The One gave the Amiga version of Blade of Destiny an overall score of 73%, criticizing its graphics and small draw distance, saying "you can't even 'see' the poorly-drawn buildings until you're practically standing in front of them" and calling it a generic RPG, stating "The main problem with Blade of Destiny is that you really have seen this sort of thing before - and better, most probably. There are few surprises as you travel around, with everyone and everything you meet conforming to their usual clichéd fantasy roles." The One criticized the combat, calling it "uninspiring", and expressed that the 'movement points' system removes a sense of urgency.

Jim Trunzo reviewed Realms of Arkania in White Wolf #38 (1993), giving it a final evaluation of "Good" and stated that "A standard theme (find the Blade of Destiny in order to thwart a powerful Orc army led by a charismatic but violent leader) creates the basis for the game. Over 70 towns, villages, dungeons and ruins make Arkania a large and interesting land to explore. One nice thing about the game is the originality of some of the monster types encountered. If you're looking for a solid roleplaying adventure that will challenge you without frustrating you, Realms of Arkania is sure to be to your liking."

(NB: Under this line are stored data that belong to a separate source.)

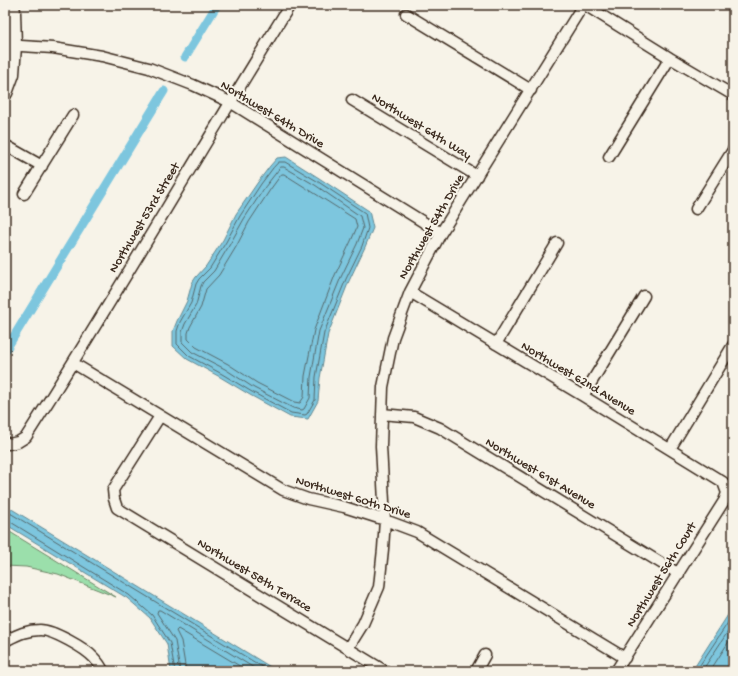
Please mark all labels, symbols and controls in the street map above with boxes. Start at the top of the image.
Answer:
street label: Northwest 64th Drive [217,78,327,152]
street label: Northwest 64th Way [368,90,474,164]
street label: Northwest 53rd Street [106,159,185,276]
street label: Northwest 54th Drive [396,172,468,282]
street label: Northwest 62nd Avenue [518,339,638,419]
street label: Northwest 61st Avenue [482,435,598,513]
street label: Northwest 60th Drive [294,473,413,523]
street label: Northwest 56th Court [624,518,701,630]
street label: Northwest 58th Terrace [194,536,314,616]

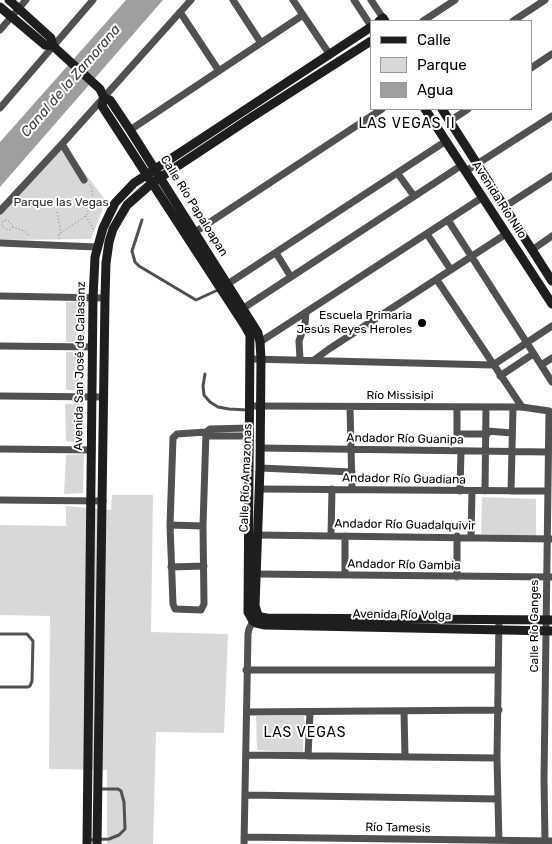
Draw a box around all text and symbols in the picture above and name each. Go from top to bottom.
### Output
legend [370,20,532,110]
water label: Canal de la Zamorana [18,21,124,141]
text: Calle [417,31,451,49]
text: Parque [417,56,467,74]
text: Agua [417,81,453,99]
district label: LAS VEGAS II [357,116,457,132]
street label: Calle Río Papaloapan [157,153,231,259]
street label: Avenida Río Nilo [469,159,529,241]
park label: Parque las Vegas [13,196,109,210]
street label: Avenida San José de Calasanz [71,281,89,451]
place label: Escuela Primaria Jesús Reyes Heroles [296,309,412,337]
marker: Escuela Primaria Jesús Reyes Heroles [416,317,428,329]
street label: Río Missisipi [366,389,434,403]
street label: Calle Río Amazonas [237,423,255,533]
street label: Andador Río Guanipa [346,431,464,447]
street label: Andador Río Guadiana [342,471,466,487]
street label: Andador Río Guadalquivir [334,517,476,533]
street label: Andador Río Gambia [347,557,461,573]
street label: Calle Río Ganges [528,580,542,672]
street label: Avenida Río Volga [352,607,452,623]
district label: LAS VEGAS [262,725,348,741]
street label: Río Tamesis [365,820,431,836]

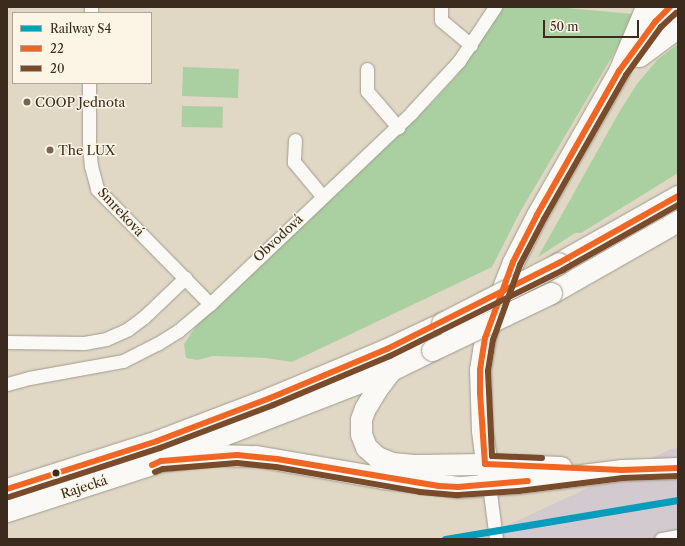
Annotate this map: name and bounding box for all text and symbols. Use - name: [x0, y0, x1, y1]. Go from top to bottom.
- legend: [12, 12, 152, 84]
- scale bar: [545, 12, 641, 38]
- text: 50 m: [550, 19, 579, 34]
- text: Railway S4: [50, 21, 111, 36]
- text: 22: [50, 41, 64, 56]
- text: 20: [50, 61, 65, 76]
- place label: COOP Jednota: [35, 94, 126, 110]
- marker: COOP Jednota: [22, 97, 32, 107]
- place label: The LUX: [58, 142, 115, 158]
- marker: The LUX: [45, 145, 55, 155]
- street label: Smreková: [95, 185, 147, 239]
- street label: Obvodová: [250, 211, 306, 265]
- unlabelled marker: [51, 468, 61, 478]
- street label: Rajecká: [59, 472, 109, 502]

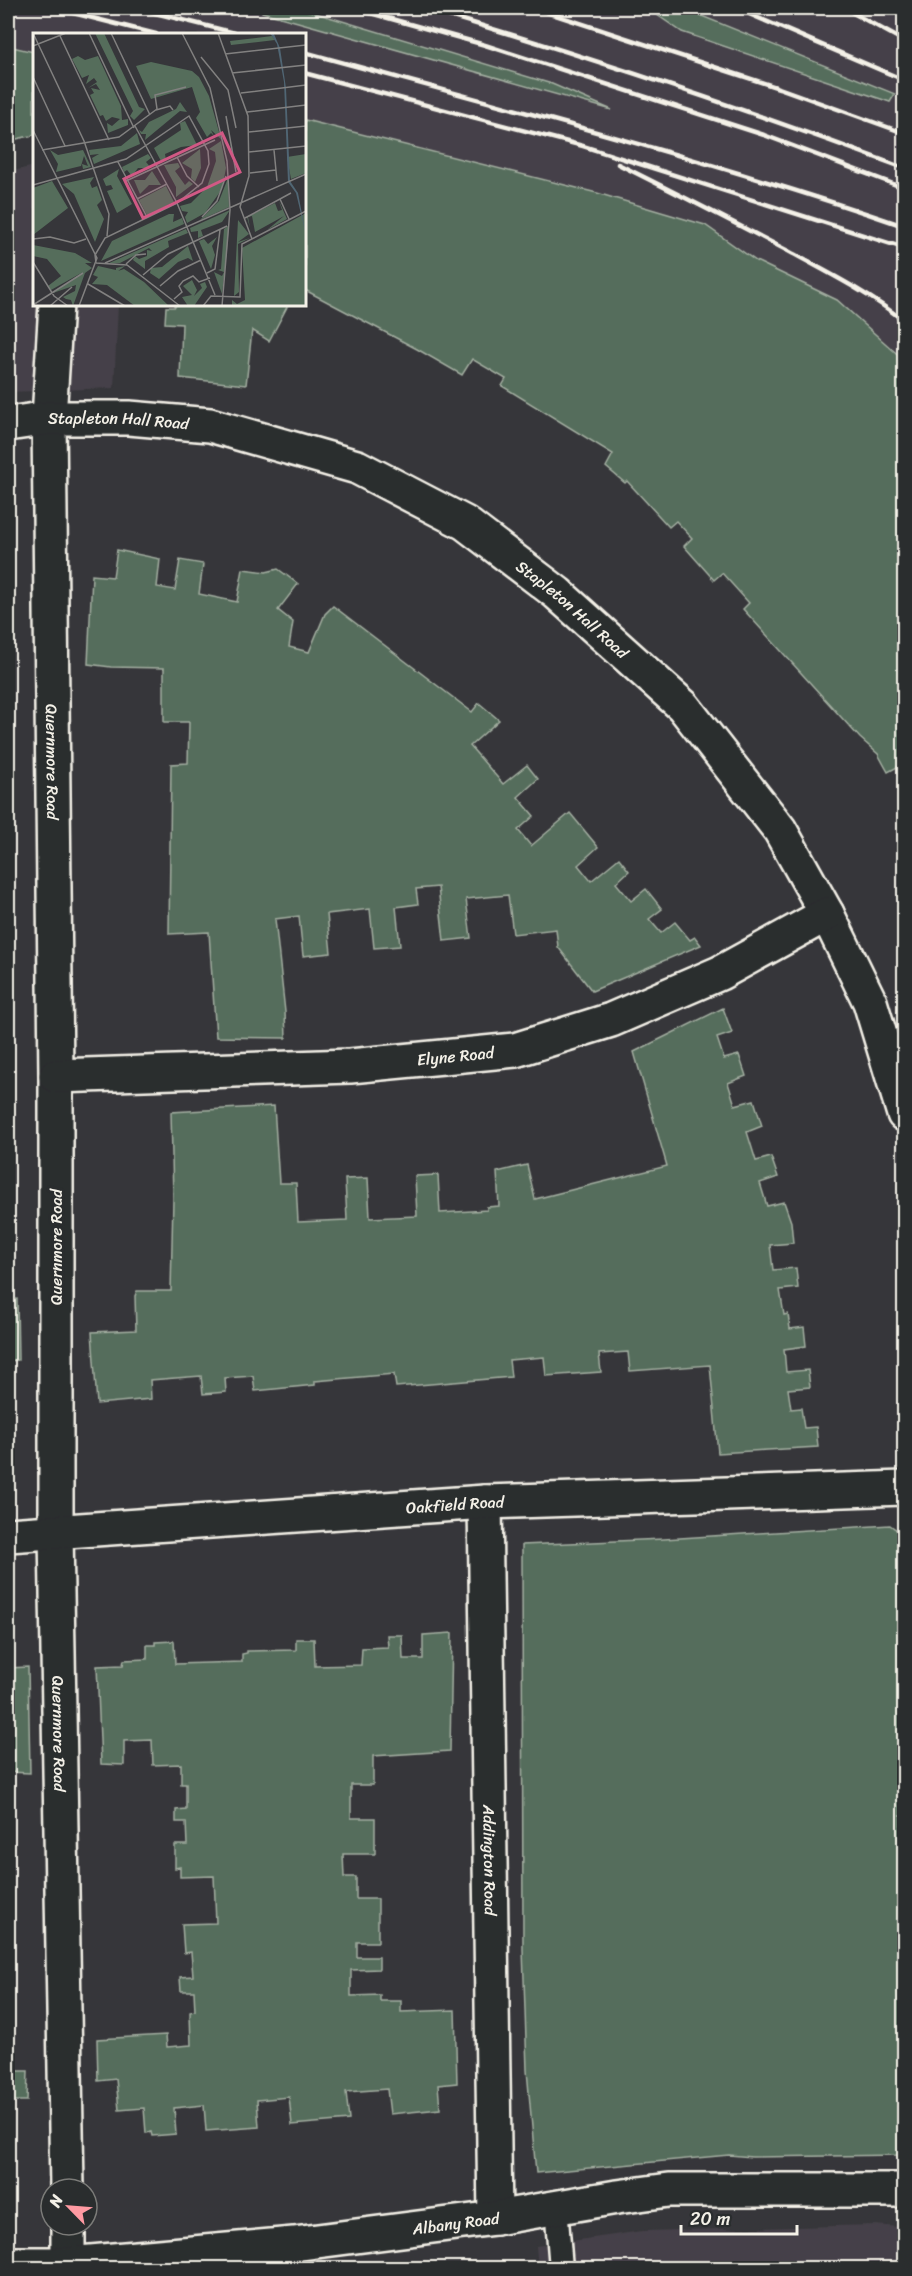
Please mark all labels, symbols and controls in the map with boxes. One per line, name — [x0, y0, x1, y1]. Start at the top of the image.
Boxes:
inset map — [33, 33, 306, 306]
street label: Stapleton Hall Road — [48, 404, 192, 438]
street label: Stapleton Hall Road — [510, 552, 637, 667]
street label: Quernmore Road — [38, 704, 68, 821]
street label: Elyne Road — [416, 1037, 497, 1074]
street label: Quernmore Road — [42, 1188, 71, 1305]
street label: Oakfield Road — [405, 1487, 506, 1522]
street label: Quernmore Road — [44, 1676, 75, 1793]
street label: Addington Road — [475, 1803, 505, 1917]
north arrow — [39, 2177, 99, 2237]
text: N — [40, 2189, 72, 2213]
scale bar — [681, 2198, 796, 2236]
street label: Albany Road — [410, 2203, 502, 2243]
text: 20 m — [690, 2203, 730, 2235]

Compute! in December 1993 was mixed on the game's graphics and sound, but concluded that "Realms of Arkania has plenty of depth". The magazine recommended it to Wizardry and Might of Magic fans, while those wanting Ultima Underworld-like real-time combat "won't be as impressed".

Chris W. McCubbin reviewed Realms of Arkania: Blade of Destiny in Pyramid #6 (March/April, 1994), and stated that "I have no hesitancy about recommending Realms of Arkania for what it does well -- graphics, story and background. And I remain optimistic about the combat problems as well. After all, Blade of Destiny is only the first game in the Realms of Arkania series. If subsequent games correct the unrealistic aspects of ranged combat, Realms of Arkania could easily be a state-of-the art game for mature, discerning computer gamers."

==Legacy==
===Sequels===
Blade of Destiny was the first game in the Northlands Trilogy, it was followed by Realms of Arkania: Star Trail, and Realms of Arkania: Shadows over Riva. As a feature players could save the game after beating it, this allowed the players to import their characters into any of the sequels.

===Remake===
A remake developed by the Austrian Crafty Studios and published by German United Independent Entertainment was released on Steam on July 30, 2013. Metacritic, a review aggregator, rated it 18/100 based on five reviews. This is one of Metacritic's lowest ratings for a PC game. On release, the game was plagued with bugs, and the developer's forums were full of complaints. Crafty Studios eventually posted an apology to Steam in which they promised to update the game. Steven Strom of Ars Technica, in an article where he played each of the five worst-rated games on Metacritic, said the remake is playable but still feels unfinished, including untranslated dialogue.